## PROMPT
Everything from the first line of the data through the line with "inset:0; background:#f1f6ed; transform-origin:0" is to be echoed exactly, minus the pictures.

─── INPUT MATERIAL

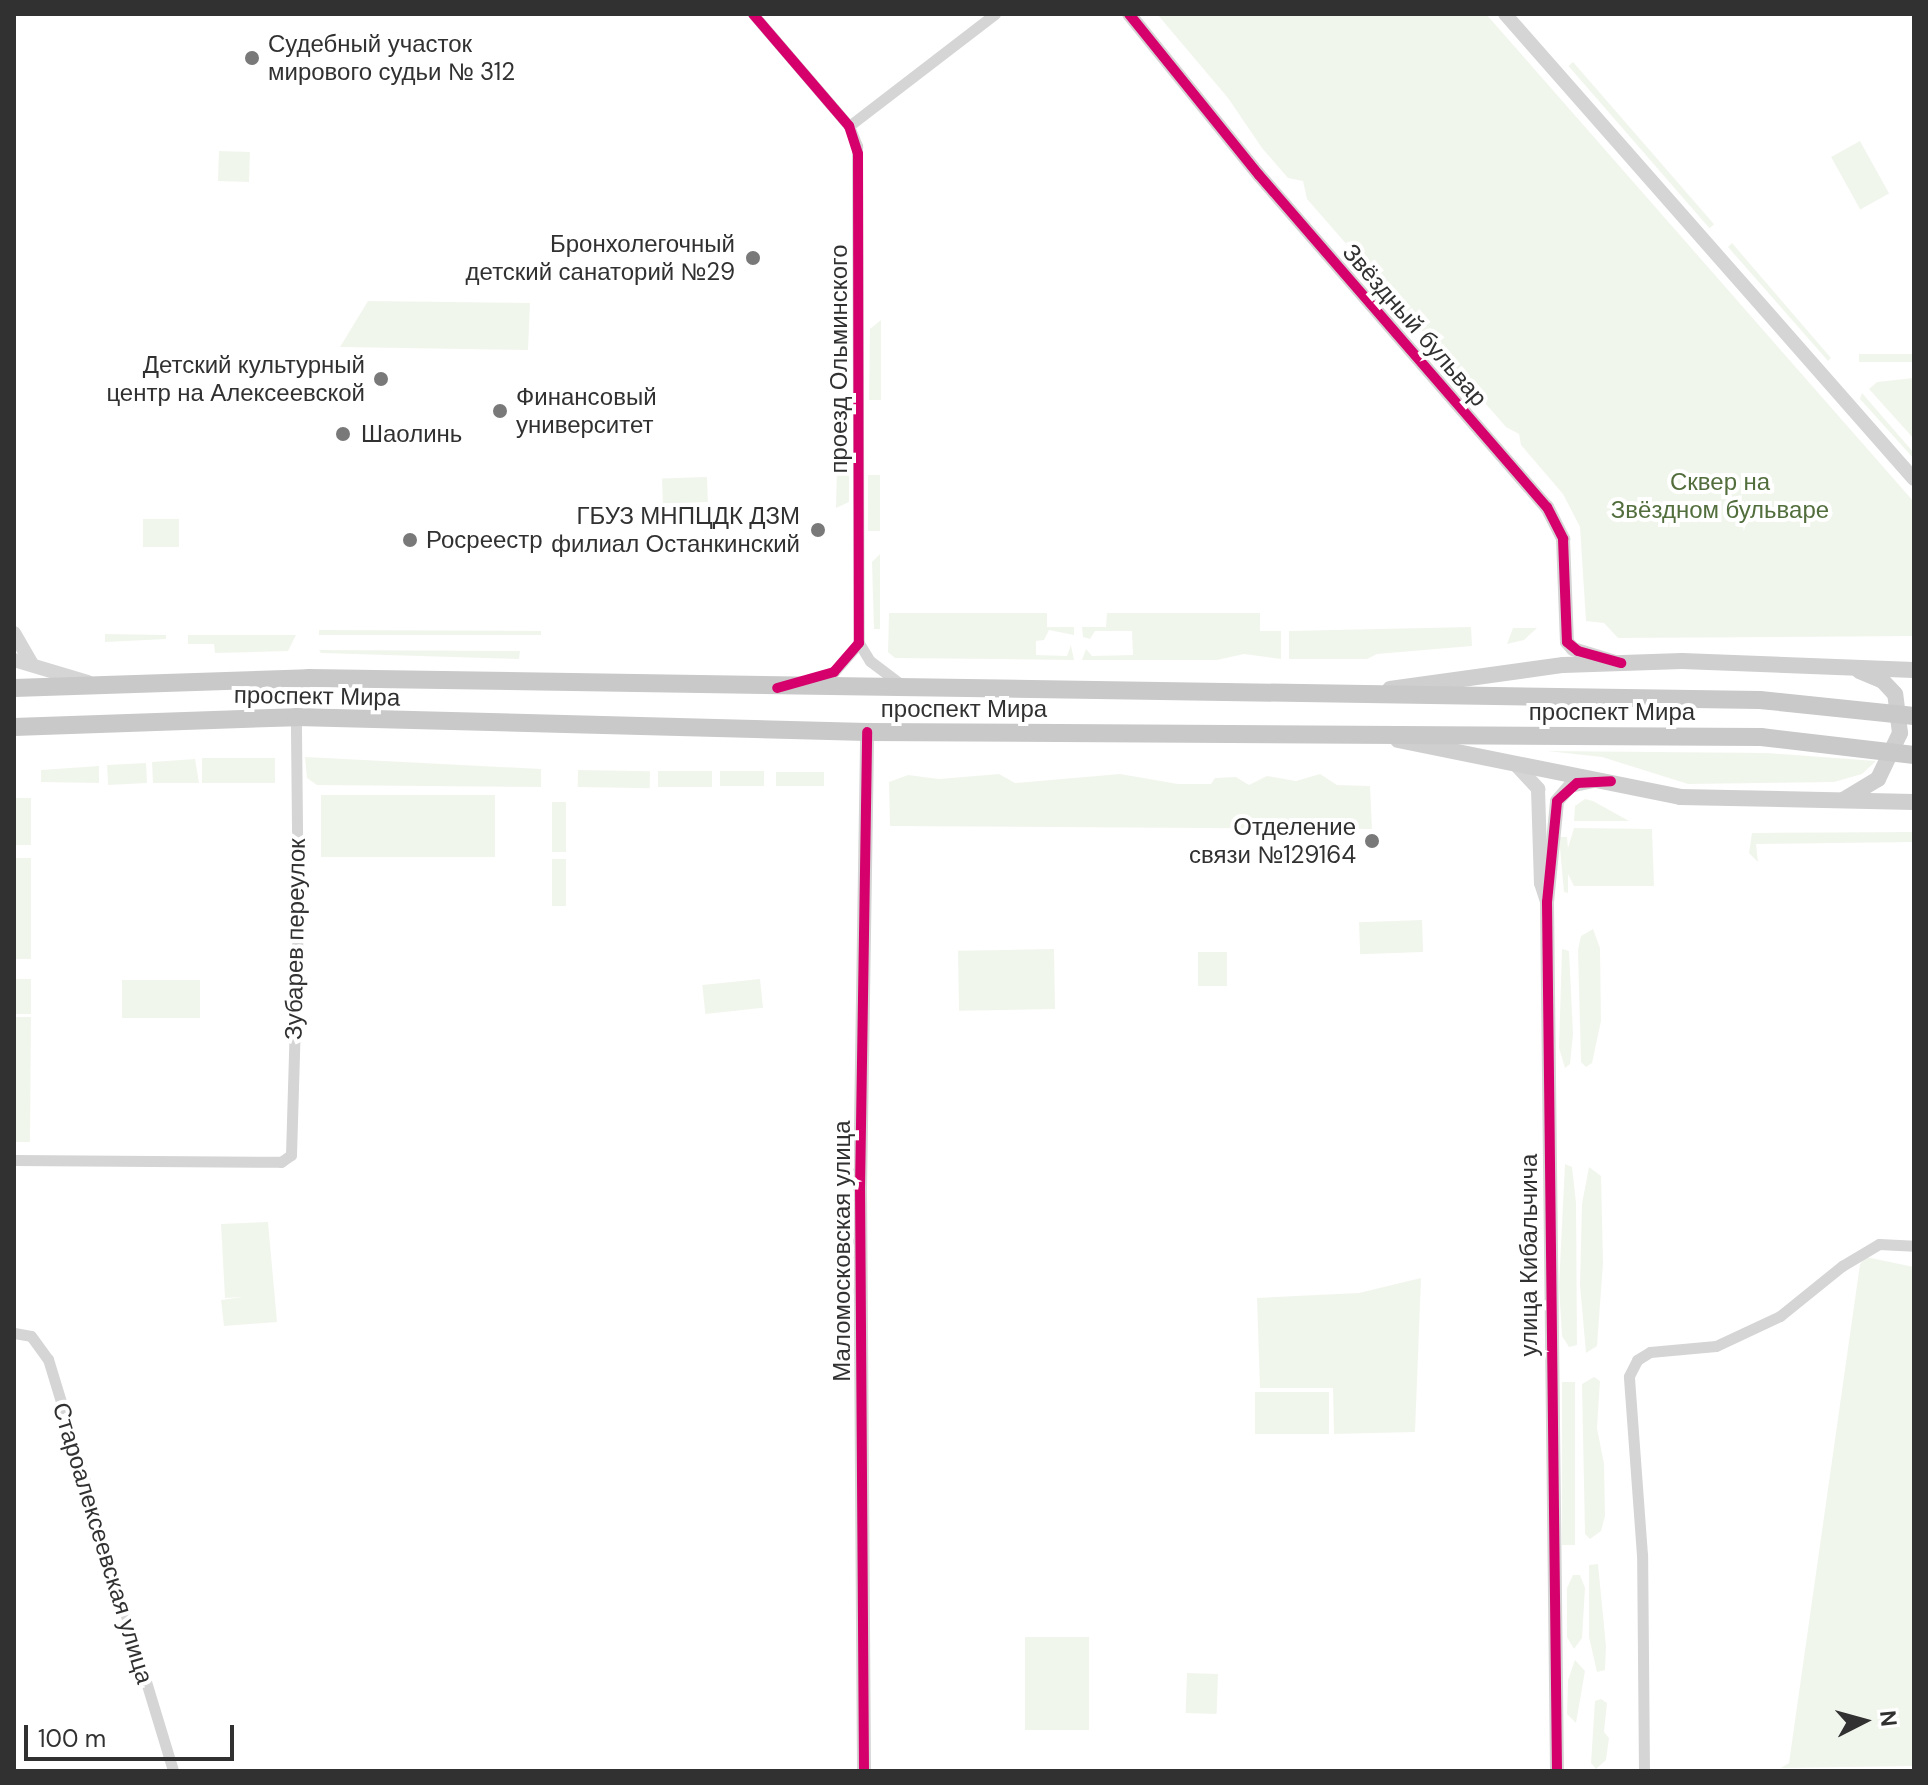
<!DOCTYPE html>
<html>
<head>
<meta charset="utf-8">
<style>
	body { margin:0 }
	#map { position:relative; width:1928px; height:1785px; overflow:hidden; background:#fff; font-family:"DM Sans",sans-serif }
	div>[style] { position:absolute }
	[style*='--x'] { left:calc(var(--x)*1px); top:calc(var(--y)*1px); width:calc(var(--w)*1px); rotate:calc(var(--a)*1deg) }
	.green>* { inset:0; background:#f1f6ed; transform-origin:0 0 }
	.minor>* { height:11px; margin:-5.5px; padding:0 5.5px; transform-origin:5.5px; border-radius:5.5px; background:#d5d5d5 }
	.tertiary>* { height:14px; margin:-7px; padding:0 7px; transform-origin:7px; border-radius:7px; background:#d5d5d5 }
	.secondary>* { height:16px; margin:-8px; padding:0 8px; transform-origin:8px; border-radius:8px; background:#cfcfcf }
	.primary>* { height:18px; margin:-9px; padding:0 9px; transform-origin:9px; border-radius:9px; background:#c9c9c9 }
	.primary-bridge>* { height:18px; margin:-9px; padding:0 9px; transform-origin:9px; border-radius:9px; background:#c9c9c9 }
	.cycleway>* { height:10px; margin:-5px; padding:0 5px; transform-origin:5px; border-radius:5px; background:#d6006c }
	.dots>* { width:22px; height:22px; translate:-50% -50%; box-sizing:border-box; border:4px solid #fff; border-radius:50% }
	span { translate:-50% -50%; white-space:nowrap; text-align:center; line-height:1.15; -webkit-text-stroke:8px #fff; paint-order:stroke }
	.poi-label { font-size:24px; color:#313131 }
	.left { translate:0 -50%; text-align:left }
	.right { translate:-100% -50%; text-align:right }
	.street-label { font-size:24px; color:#313131 }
	.park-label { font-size:24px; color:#526e3c }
	.frame { position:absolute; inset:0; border:16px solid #313131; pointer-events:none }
	.north { position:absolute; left:1824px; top:1681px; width:80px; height:80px; -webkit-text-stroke:6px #fff; paint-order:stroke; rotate:84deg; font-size:22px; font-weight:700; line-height:32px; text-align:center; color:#313131 }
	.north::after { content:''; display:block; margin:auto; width:28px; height:36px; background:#313131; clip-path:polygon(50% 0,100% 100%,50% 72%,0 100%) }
	.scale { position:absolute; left:24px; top:1725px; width:210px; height:36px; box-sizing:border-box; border:4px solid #313131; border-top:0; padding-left:10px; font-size:24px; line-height:28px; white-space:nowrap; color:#313131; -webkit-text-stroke:6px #fff; paint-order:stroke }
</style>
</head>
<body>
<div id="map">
	<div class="green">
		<div style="clip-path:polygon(1157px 14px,1486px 14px,1914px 502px,1914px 636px,1618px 638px,1604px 623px,1586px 621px,1580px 527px,1563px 494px,1521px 445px,1519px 434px,1506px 427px,1307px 199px,1303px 181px,1288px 178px,1262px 148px,1228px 98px)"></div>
		<div style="left:1573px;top:62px;width:215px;height:6px;rotate:49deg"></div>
		<div style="left:1860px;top:141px;width:60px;height:33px;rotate:61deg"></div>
		<div style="left:219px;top:151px;width:31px;height:30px;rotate:2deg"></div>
		<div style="clip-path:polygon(1732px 243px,1831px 358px,1828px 361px,1728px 247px)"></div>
		<div style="clip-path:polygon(368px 301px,530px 303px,528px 350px,340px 347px)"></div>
		<div style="clip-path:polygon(881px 320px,881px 400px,869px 400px,870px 329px)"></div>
		<div style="left:1914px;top:354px;width:8px;height:55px;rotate:90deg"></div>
		<div style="clip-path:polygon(1914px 378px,1914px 439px,1869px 389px,1877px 382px)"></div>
		<div style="clip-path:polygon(1862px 393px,1914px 453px,1914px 459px,1860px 399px)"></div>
		<div style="clip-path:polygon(837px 466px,849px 466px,849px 502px,836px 508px)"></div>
		<div style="left:868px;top:475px;width:12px;height:56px"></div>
		<div style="left:707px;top:477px;width:25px;height:45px;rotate:88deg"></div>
		<div style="left:143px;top:519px;width:36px;height:28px"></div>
		<div style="clip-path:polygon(880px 554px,880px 629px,874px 629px,872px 562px)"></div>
		<div style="clip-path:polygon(889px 613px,1047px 613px,1047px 627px,1074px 627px,1074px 635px,1049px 630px,1044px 640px,1036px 641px,1036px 655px,1067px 656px,1071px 645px,1074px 660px,895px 658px,888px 652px)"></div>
		<div style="clip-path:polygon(1107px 613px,1260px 613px,1260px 631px,1281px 631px,1281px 659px,1244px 654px,1217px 660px,1082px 660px,1086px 649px,1092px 656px,1133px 655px,1132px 631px,1095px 631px,1090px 639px,1083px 637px,1082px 627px,1106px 627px)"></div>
		<div style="clip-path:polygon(1471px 627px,1472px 646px,1377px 654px,1367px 659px,1289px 659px,1289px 631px)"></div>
		<div style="clip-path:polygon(1513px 628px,1537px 628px,1524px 640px,1507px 644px)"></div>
		<div style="clip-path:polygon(319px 630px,541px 631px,541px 635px,319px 635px)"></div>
		<div style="clip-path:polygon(105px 634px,166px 635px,166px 639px,105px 642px)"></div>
		<div style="clip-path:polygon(188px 635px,296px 635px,288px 651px,215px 653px,214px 644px,188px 644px)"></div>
		<div style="clip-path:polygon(319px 650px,520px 651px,519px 659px,321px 653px)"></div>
		<div style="clip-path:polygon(1547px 751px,1767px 753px,1876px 761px,1862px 774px,1834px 782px,1688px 784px,1602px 757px)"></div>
		<div style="clip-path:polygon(305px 757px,541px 769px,541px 787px,317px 785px,307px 778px)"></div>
		<div style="left:275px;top:758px;width:25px;height:73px;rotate:90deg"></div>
		<div style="clip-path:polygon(195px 759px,199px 783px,153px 783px,152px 762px)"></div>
		<div style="left:146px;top:763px;width:20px;height:39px;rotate:87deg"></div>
		<div style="clip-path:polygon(99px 766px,99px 783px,41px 782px,41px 770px)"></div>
		<div style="left:578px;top:770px;width:72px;height:17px;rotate:1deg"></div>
		<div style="left:658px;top:771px;width:54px;height:16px"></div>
		<div style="left:720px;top:771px;width:44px;height:15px"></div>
		<div style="left:776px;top:772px;width:48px;height:14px"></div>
		<div style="clip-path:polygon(999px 774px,1015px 783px,1120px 774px,1178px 784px,1211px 784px,1215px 778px,1236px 777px,1249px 785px,1267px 776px,1296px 781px,1320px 774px,1337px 785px,1370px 786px,1372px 829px,890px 826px,889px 782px,908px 775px,939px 779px)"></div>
		<div style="left:321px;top:795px;width:174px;height:62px"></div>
		<div style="left:16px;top:798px;width:15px;height:47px"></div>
		<div style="clip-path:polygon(1585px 799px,1593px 801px,1629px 821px,1574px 821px,1575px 806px)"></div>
		<div style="left:552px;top:802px;width:14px;height:50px"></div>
		<div style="clip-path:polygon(1574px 828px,1652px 829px,1654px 886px,1574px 886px,1568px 874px,1568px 893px,1564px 892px,1559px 837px,1567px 837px,1568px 848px)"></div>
		<div style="clip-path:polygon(1914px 832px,1914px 842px,1756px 844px,1758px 862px,1749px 853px,1752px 833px)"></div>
		<div style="left:16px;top:858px;width:15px;height:101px"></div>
		<div style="left:552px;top:859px;width:14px;height:47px"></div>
		<div style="left:1422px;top:920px;width:32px;height:63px;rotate:88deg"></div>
		<div style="clip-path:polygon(1593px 929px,1600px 948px,1601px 1021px,1592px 1063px,1586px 1067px,1581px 1062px,1578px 950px,1581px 936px)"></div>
		<div style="left:1054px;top:949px;width:60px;height:96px;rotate:89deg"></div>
		<div style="clip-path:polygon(1562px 949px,1569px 951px,1573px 1034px,1570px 1064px,1565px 1068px,1559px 1048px)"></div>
		<div style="left:1198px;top:952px;width:29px;height:34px"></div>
		<div style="left:16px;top:979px;width:15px;height:35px"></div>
		<div style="left:760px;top:979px;width:29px;height:58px;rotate:84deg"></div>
		<div style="left:122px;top:980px;width:78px;height:38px"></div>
		<div style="clip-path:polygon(14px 1017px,31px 1017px,30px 1142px,16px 1142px,14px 1137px)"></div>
		<div style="clip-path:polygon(1565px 1164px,1572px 1167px,1576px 1203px,1577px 1345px,1569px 1347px,1562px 1336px,1559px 1286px)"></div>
		<div style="clip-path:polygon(1589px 1167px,1601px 1176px,1603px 1263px,1597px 1346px,1586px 1353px,1580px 1285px,1582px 1204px)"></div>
		<div style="clip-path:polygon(268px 1222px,277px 1322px,224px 1326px,221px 1300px,242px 1297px,225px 1298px,221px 1224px)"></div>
		<div style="clip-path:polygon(1866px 1257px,1914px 1267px,1914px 1766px,1781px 1768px,1789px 1763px,1860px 1264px)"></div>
		<div style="clip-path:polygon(1421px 1278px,1415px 1432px,1334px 1434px,1333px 1388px,1260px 1388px,1257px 1298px,1359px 1293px)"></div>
		<div style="clip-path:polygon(1594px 1377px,1600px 1381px,1597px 1428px,1604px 1464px,1605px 1516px,1601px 1531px,1590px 1539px,1585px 1534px,1582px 1384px)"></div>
		<div style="left:1562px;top:1382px;width:13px;height:163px"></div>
		<div style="left:1255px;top:1392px;width:74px;height:42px"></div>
		<div style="clip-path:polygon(1598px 1564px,1606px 1646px,1605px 1670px,1597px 1672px,1589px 1637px,1589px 1565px)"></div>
		<div style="clip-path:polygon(1573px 1575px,1580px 1575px,1585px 1588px,1582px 1638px,1574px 1649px,1567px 1637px,1567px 1588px)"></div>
		<div style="left:1025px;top:1637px;width:64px;height:93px"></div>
		<div style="clip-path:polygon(1575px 1660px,1585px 1671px,1576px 1723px,1567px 1714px,1568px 1680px)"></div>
		<div style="left:1187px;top:1673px;width:31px;height:40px;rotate:2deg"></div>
		<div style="clip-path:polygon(1601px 1699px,1607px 1703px,1604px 1732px,1609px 1738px,1606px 1760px,1596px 1769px,1591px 1763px,1595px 1701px)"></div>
	</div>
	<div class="minor">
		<div style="--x:753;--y:14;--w:148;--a:49.4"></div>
		<div style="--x:849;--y:126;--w:22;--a:68"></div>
		<div style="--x:857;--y:146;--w:497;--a:89.8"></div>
		<div style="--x:859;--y:643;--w:38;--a:131"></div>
		<div style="--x:834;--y:672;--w:27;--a:160"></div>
		<div style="--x:849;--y:126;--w:184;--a:-37.5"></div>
		<div style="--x:859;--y:643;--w:21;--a:59"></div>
		<div style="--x:870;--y:661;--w:38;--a:37"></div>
		<div style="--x:14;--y:1160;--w:267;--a:0.4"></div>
		<div style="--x:281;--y:1162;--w:12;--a:-35"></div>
		<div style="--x:291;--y:1155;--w:233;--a:-88.3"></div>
		<div style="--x:298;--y:922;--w:205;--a:-90.6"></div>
		<div style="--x:14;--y:1333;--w:17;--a:10"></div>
		<div style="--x:31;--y:1336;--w:29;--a:54"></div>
		<div style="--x:48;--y:1359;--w:431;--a:73.1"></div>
		<div style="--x:1644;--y:1771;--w:216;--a:-90.5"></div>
		<div style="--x:1642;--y:1555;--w:179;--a:-94.2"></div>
		<div style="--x:1629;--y:1376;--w:18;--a:-63"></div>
		<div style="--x:1637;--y:1360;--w:15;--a:-32"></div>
		<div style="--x:1650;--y:1352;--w:66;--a:-5.2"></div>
		<div style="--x:1716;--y:1346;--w:71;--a:-25.1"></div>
		<div style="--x:1780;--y:1316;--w:80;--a:-38.9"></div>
		<div style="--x:1842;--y:1266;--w:43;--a:-30.7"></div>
		<div style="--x:1879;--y:1244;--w:35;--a:3"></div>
	</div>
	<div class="tertiary">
		<div style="--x:1129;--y:14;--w:207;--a:51.1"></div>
		<div style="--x:1259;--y:175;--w:440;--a:49.1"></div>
		<div style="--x:1547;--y:507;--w:36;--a:63"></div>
		<div style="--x:1563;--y:539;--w:103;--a:87.8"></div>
		<div style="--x:1567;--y:642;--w:9;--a:49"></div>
		<div style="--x:1573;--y:649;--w:44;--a:17.2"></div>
		<div style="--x:1505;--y:14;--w:619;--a:48.67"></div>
		<div style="--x:14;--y:633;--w:36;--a:60"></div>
		<div style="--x:14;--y:660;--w:77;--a:16.6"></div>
		<div style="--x:1516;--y:765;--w:33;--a:47"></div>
		<div style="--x:1538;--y:789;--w:94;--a:88.2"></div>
		<div style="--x:1541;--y:883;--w:20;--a:72"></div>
		<div style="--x:864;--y:1771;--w:582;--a:-90.39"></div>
		<div style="--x:860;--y:1189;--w:457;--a:-89.1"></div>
		<div style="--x:1557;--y:1771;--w:869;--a:-90.66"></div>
		<div style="--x:1547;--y:902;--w:101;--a:-84.3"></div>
		<div style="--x:1557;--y:801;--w:20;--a:-49"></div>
		<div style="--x:1570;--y:786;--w:24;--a:-12"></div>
	</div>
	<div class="secondary">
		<div style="--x:1390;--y:689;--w:175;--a:-7.9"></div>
		<div style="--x:1563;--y:665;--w:119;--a:-1.9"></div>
		<div style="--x:1682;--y:661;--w:232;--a:2.2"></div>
		<div style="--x:1398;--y:740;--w:288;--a:11.4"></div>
		<div style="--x:1680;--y:797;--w:234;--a:1.2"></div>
		<div style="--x:1843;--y:800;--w:41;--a:-31"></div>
		<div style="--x:1878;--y:779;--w:51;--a:-64.4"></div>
		<div style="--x:1900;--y:733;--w:39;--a:-97"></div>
		<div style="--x:1895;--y:694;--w:18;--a:-133"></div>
		<div style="--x:1883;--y:681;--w:26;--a:-157"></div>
	</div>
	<div class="primary">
		<div style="--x:14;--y:688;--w:294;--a:-1.9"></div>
		<div style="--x:308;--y:678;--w:1452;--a:0.87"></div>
		<div style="--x:14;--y:727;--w:282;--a:-2"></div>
		<div style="--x:296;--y:717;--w:571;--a:1.5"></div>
		<div style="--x:867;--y:732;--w:894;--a:0.32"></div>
	</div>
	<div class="primary-bridge">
		<div style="--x:1760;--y:700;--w:155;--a:5.9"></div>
		<div style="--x:1761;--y:737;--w:154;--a:6.7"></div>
	</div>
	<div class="cycleway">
		<div style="--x:753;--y:14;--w:148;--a:49.4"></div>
		<div style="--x:849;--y:126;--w:29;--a:72"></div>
		<div style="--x:858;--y:154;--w:489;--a:89.9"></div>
		<div style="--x:859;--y:643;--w:38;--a:131"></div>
		<div style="--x:834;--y:672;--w:59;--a:164.3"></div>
		<div style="--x:1129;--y:14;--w:207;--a:51.1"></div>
		<div style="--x:1259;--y:175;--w:440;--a:49.1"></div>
		<div style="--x:1547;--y:507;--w:36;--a:63"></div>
		<div style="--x:1563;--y:539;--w:103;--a:87.8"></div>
		<div style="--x:1567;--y:642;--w:14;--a:39"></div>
		<div style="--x:1578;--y:651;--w:45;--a:15.6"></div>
		<div style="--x:864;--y:1771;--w:582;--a:-90.39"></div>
		<div style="--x:860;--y:1189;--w:457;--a:-89.1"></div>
		<div style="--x:1557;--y:1771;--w:869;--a:-90.66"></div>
		<div style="--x:1547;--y:902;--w:101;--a:-84.3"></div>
		<div style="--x:1557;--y:801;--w:27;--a:-42"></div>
		<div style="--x:1577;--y:783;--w:34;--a:-3"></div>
	</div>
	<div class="dots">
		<div style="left:252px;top:58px;background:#797979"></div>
		<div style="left:753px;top:258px;background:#797979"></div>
		<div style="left:381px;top:379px;background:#797979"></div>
		<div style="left:500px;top:411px;background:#797979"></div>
		<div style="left:343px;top:434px;background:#797979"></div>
		<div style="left:818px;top:530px;background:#797979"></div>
		<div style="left:410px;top:540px;background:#797979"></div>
		<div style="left:1372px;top:841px;background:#797979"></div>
	</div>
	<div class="poi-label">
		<span class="left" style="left:268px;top:58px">Судебный участок<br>мирового судьи № 312</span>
		<span class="right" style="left:735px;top:258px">Бронхолегочный<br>детский санаторий №29</span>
		<span class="right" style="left:365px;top:379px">Детский культурный<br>центр на Алексеевской</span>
		<span class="left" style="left:516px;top:411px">Финансовый<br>университет</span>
		<span class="left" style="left:361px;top:434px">Шаолинь</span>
		<span class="right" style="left:800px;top:530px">ГБУЗ МНПЦДК ДЗМ<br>филиал Останкинский</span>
		<span class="left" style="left:426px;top:540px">Росреестр</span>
		<span class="right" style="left:1356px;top:841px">Отделение<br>связи №129164</span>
	</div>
	<div class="street-label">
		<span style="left:1415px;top:325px;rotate:49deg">Звёздный бульвар</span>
		<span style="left:839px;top:359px;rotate:-90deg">проезд Ольминского</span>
		<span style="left:317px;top:696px;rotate:1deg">проспект Мира</span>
		<span style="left:964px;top:709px">проспект Мира</span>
		<span style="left:1612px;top:712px">проспект Мира</span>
		<span style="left:295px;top:939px;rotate:-89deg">Зубарев переулок</span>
		<span style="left:842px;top:1251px;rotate:-90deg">Маломосковская улица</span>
		<span style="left:1529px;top:1255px;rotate:-90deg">улица Кибальчича</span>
		<span style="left:103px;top:1543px;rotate:73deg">Староалексеевская улица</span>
	</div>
	<div class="park-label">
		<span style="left:1720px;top:496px">Сквер на<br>Звёздном бульваре</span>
	</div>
	<div class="frame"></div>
	<div class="north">N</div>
	<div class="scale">100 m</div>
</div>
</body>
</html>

──────

## ANSWER
<!DOCTYPE html>
<html>
<head>
<meta charset="utf-8">
<style>
	body { margin:0 }
	#map { position:relative; width:1928px; height:1785px; overflow:hidden; background:#fff; font-family:"DM Sans",sans-serif }
	div>[style] { position:absolute }
	[style*='--x'] { left:calc(var(--x)*1px); top:calc(var(--y)*1px); width:calc(var(--w)*1px); rotate:calc(var(--a)*1deg) }
	.green>* { inset:0; background:#f1f6ed; transform-origin:0 0 }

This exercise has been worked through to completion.